== EXTRACTED MATERIAL ==

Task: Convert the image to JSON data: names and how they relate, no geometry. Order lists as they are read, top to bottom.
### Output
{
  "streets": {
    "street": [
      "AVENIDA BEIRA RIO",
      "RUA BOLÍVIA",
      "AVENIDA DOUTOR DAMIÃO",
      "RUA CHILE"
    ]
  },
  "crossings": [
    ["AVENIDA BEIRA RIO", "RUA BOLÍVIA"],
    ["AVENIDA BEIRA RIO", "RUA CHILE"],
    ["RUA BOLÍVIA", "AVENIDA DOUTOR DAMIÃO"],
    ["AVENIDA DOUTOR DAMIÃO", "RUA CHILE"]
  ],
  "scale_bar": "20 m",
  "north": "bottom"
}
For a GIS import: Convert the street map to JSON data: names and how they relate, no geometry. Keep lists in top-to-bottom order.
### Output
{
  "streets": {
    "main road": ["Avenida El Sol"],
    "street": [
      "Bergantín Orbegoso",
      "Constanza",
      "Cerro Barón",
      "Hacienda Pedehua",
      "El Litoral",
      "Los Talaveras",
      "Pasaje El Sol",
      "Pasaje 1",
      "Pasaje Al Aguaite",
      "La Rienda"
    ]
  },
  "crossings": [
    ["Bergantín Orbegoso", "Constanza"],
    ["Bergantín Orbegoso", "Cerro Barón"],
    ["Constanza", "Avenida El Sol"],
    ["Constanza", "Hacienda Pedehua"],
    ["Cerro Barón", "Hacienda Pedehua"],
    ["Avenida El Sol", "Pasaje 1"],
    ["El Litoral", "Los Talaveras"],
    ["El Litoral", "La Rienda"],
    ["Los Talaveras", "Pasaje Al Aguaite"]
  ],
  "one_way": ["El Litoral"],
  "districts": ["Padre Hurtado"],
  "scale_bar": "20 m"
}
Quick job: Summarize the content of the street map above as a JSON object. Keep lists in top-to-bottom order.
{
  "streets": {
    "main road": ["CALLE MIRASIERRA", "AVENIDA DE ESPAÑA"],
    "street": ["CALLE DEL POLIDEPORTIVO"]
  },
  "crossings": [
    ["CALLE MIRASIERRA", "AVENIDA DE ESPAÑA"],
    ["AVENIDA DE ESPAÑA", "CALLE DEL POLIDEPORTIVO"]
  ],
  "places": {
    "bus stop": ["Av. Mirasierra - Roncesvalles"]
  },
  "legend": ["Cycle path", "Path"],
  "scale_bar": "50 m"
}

===

* **WHAT IS EXPECTED**
Nothing in the data may change. Give it again in full.

* **YOUR RESPONSE**
Task: Convert the image to JSON data: names and how they relate, no geometry. Order lists as they are read, top to bottom.
### Output
{
  "streets": {
    "street": [
      "AVENIDA BEIRA RIO",
      "RUA BOLÍVIA",
      "AVENIDA DOUTOR DAMIÃO",
      "RUA CHILE"
    ]
  },
  "crossings": [
    ["AVENIDA BEIRA RIO", "RUA BOLÍVIA"],
    ["AVENIDA BEIRA RIO", "RUA CHILE"],
    ["RUA BOLÍVIA", "AVENIDA DOUTOR DAMIÃO"],
    ["AVENIDA DOUTOR DAMIÃO", "RUA CHILE"]
  ],
  "scale_bar": "20 m",
  "north": "bottom"
}
For a GIS import: Convert the street map to JSON data: names and how they relate, no geometry. Keep lists in top-to-bottom order.
### Output
{
  "streets": {
    "main road": ["Avenida El Sol"],
    "street": [
      "Bergantín Orbegoso",
      "Constanza",
      "Cerro Barón",
      "Hacienda Pedehua",
      "El Litoral",
      "Los Talaveras",
      "Pasaje El Sol",
      "Pasaje 1",
      "Pasaje Al Aguaite",
      "La Rienda"
    ]
  },
  "crossings": [
    ["Bergantín Orbegoso", "Constanza"],
    ["Bergantín Orbegoso", "Cerro Barón"],
    ["Constanza", "Avenida El Sol"],
    ["Constanza", "Hacienda Pedehua"],
    ["Cerro Barón", "Hacienda Pedehua"],
    ["Avenida El Sol", "Pasaje 1"],
    ["El Litoral", "Los Talaveras"],
    ["El Litoral", "La Rienda"],
    ["Los Talaveras", "Pasaje Al Aguaite"]
  ],
  "one_way": ["El Litoral"],
  "districts": ["Padre Hurtado"],
  "scale_bar": "20 m"
}
Quick job: Summarize the content of the street map above as a JSON object. Keep lists in top-to-bottom order.
{
  "streets": {
    "main road": ["CALLE MIRASIERRA", "AVENIDA DE ESPAÑA"],
    "street": ["CALLE DEL POLIDEPORTIVO"]
  },
  "crossings": [
    ["CALLE MIRASIERRA", "AVENIDA DE ESPAÑA"],
    ["AVENIDA DE ESPAÑA", "CALLE DEL POLIDEPORTIVO"]
  ],
  "places": {
    "bus stop": ["Av. Mirasierra - Roncesvalles"]
  },
  "legend": ["Cycle path", "Path"],
  "scale_bar": "50 m"
}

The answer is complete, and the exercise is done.